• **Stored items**
──────────────────────────────

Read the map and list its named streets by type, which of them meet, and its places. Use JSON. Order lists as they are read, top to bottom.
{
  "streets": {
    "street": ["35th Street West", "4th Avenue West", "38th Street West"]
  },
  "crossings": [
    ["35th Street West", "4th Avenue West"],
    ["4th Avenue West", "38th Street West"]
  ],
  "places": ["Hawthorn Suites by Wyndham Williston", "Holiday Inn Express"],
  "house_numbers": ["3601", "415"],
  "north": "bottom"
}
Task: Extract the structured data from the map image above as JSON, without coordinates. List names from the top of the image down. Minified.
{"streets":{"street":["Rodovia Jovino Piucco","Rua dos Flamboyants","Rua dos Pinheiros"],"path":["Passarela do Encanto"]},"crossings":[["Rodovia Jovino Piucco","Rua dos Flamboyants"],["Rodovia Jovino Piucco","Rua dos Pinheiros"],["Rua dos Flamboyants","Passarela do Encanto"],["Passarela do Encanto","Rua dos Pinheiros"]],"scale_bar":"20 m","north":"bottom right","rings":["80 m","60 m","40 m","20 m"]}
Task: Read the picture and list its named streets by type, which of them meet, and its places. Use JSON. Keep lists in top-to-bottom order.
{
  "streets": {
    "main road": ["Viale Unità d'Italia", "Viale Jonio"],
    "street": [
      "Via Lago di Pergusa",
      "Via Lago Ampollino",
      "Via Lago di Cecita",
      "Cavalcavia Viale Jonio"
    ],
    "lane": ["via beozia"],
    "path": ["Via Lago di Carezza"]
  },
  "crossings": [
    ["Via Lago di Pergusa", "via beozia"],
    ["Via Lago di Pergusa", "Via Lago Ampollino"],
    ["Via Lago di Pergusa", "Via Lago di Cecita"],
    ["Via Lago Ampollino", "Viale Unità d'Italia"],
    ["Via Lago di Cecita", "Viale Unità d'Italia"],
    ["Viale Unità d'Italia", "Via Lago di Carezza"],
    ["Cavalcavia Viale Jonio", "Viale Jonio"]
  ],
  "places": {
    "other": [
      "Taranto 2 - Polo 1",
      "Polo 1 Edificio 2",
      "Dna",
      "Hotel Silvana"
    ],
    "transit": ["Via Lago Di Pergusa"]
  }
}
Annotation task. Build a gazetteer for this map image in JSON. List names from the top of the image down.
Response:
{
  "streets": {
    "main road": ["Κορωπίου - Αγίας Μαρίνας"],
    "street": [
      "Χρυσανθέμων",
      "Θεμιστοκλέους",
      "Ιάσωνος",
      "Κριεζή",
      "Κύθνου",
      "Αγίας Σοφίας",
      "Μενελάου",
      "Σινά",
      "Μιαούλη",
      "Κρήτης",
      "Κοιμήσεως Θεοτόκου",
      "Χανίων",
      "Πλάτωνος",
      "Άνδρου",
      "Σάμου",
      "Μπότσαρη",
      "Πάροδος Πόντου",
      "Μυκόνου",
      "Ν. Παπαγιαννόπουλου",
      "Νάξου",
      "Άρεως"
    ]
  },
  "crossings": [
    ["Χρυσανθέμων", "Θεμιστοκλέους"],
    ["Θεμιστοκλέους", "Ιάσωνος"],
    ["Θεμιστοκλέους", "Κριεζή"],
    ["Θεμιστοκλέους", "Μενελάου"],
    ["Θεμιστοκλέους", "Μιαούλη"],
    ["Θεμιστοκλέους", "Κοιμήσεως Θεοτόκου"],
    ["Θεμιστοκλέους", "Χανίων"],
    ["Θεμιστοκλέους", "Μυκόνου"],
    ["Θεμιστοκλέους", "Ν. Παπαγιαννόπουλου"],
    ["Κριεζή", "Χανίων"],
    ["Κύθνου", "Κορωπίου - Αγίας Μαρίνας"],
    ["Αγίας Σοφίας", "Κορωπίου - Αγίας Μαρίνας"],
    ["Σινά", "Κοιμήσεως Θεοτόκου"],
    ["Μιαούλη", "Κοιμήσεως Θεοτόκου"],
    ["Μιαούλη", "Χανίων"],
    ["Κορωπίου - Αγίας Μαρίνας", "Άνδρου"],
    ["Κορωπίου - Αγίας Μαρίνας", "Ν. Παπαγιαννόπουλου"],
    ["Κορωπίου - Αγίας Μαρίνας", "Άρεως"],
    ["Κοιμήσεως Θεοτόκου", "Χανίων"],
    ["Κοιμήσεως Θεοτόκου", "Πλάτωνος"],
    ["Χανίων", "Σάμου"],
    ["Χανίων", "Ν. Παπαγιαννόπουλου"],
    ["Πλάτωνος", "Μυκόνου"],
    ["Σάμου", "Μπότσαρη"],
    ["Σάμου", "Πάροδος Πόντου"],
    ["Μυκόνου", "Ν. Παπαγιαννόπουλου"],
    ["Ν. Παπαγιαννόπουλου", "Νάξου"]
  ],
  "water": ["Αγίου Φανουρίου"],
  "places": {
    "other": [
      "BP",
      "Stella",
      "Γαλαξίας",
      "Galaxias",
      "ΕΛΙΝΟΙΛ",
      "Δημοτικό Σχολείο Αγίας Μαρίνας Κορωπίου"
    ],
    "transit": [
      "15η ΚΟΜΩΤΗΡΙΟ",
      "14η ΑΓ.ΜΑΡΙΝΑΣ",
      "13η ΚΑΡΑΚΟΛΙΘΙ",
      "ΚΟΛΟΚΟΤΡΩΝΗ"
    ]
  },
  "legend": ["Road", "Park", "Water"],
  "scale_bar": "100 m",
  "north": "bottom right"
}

──────────────────────────────

• **Your objective**
Would you copy out each line of the records above where the word "Κοιμήσεως" occurs?

• **Exercise answer**
      "Κοιμήσεως Θεοτόκου",
    ["Θεμιστοκλέους", "Κοιμήσεως Θεοτόκου"],
    ["Σινά", "Κοιμήσεως Θεοτόκου"],
    ["Μιαούλη", "Κοιμήσεως Θεοτόκου"],
    ["Κοιμήσεως Θεοτόκου", "Χανίων"],
    ["Κοιμήσεως Θεοτόκου", "Πλάτωνος"],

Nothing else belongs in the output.